== Available data ==
————————

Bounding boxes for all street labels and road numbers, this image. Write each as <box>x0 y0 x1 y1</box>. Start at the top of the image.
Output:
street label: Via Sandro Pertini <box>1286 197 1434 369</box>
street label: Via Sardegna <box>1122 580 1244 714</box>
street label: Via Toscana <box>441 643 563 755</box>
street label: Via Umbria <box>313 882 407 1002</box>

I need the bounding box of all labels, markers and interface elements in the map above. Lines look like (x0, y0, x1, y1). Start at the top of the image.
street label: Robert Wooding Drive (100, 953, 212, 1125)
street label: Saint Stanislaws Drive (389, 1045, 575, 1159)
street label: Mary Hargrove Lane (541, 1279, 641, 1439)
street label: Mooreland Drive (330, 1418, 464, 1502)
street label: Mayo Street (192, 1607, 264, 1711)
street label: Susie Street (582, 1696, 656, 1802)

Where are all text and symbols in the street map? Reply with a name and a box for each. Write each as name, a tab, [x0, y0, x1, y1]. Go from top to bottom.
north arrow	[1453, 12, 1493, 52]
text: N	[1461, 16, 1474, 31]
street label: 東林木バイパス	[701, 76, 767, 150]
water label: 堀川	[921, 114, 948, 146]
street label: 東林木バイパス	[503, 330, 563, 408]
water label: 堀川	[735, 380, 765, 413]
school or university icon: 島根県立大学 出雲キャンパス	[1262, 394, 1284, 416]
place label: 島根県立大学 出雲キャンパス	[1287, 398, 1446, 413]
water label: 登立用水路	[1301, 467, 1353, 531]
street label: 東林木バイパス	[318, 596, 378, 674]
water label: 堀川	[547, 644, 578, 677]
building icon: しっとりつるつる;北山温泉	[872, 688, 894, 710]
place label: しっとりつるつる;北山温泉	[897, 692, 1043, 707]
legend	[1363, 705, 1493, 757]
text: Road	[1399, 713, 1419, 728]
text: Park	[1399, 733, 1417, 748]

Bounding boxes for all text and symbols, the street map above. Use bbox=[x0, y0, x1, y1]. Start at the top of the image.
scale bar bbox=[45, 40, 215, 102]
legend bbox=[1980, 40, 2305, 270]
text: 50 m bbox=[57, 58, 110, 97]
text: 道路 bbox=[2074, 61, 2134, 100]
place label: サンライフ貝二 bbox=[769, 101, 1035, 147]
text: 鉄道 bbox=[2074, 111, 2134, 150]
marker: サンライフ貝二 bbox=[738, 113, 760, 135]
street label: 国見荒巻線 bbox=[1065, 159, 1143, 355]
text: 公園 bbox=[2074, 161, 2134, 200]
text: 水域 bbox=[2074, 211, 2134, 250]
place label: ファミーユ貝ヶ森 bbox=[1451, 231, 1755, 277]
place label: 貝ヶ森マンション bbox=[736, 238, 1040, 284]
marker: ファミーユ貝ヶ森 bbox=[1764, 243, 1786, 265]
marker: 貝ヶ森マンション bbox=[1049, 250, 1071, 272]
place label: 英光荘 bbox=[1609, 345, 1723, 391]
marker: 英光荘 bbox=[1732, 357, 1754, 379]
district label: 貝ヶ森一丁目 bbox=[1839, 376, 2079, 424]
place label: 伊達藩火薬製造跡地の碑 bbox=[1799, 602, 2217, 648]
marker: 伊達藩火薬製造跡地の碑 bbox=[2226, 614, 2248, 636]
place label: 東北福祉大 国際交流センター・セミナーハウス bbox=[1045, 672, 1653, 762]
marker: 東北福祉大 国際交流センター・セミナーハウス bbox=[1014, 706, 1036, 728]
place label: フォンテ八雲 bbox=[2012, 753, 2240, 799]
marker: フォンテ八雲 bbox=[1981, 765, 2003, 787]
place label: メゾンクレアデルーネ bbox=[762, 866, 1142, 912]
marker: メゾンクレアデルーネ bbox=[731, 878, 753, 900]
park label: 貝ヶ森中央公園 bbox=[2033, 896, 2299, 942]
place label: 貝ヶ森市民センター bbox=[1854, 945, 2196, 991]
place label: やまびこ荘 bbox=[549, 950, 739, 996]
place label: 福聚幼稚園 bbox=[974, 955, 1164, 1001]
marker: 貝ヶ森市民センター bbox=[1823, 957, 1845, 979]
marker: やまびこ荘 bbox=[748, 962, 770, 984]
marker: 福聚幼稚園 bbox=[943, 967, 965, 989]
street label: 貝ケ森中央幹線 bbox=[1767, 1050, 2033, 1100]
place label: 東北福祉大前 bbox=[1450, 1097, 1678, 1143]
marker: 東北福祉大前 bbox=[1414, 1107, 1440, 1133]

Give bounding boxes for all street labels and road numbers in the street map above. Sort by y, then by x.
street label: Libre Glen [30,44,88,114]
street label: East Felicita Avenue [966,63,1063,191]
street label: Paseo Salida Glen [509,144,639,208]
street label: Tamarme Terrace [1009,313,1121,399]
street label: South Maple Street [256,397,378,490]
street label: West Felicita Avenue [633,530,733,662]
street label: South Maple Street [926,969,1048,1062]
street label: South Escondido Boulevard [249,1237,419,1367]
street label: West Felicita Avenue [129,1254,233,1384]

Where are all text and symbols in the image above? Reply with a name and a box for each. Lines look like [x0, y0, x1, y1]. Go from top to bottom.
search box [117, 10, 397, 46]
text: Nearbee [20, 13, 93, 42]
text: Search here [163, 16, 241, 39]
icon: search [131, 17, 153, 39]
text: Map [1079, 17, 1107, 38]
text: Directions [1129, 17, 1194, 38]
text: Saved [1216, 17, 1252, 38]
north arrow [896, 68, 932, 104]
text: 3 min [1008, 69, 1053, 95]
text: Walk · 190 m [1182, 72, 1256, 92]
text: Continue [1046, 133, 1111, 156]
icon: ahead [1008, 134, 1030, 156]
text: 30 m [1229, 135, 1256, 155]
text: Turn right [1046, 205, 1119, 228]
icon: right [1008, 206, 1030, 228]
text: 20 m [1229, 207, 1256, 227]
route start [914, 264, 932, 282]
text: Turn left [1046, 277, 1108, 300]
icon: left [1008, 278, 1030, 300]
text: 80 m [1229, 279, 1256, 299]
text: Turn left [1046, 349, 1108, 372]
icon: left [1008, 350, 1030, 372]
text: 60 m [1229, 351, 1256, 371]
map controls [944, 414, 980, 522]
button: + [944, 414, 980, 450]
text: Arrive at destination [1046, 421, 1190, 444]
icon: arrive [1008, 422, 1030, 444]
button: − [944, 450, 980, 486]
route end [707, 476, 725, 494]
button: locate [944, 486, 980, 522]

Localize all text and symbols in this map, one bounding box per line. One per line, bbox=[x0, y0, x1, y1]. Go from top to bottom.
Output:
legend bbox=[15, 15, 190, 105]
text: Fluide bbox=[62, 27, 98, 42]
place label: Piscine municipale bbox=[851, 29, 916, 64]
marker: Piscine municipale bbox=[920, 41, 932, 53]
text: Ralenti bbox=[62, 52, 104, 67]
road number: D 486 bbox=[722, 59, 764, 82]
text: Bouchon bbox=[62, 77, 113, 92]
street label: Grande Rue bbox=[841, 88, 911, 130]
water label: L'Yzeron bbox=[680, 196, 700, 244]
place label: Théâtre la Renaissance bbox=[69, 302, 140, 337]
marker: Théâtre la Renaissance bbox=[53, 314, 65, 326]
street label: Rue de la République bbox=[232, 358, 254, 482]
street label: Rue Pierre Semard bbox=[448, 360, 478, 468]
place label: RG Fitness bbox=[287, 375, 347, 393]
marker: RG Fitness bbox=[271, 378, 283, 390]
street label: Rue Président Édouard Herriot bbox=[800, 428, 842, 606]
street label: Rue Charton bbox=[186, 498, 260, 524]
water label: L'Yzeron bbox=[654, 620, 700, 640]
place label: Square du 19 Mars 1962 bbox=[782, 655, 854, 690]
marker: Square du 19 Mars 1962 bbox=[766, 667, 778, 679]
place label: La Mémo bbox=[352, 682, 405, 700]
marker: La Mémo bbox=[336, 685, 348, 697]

————————

== Work to be completed ==
The lines above that hold "this" are the result; show every one of them.

== Problem solution ==
Bounding boxes for all street labels and road numbers, this image. Write each as <box>x0 y0 x1 y1</box>. Start at the top of the image.
Localize all text and symbols in this map, one bounding box per line. One per line, bbox=[x0, y0, x1, y1]. Go from top to bottom.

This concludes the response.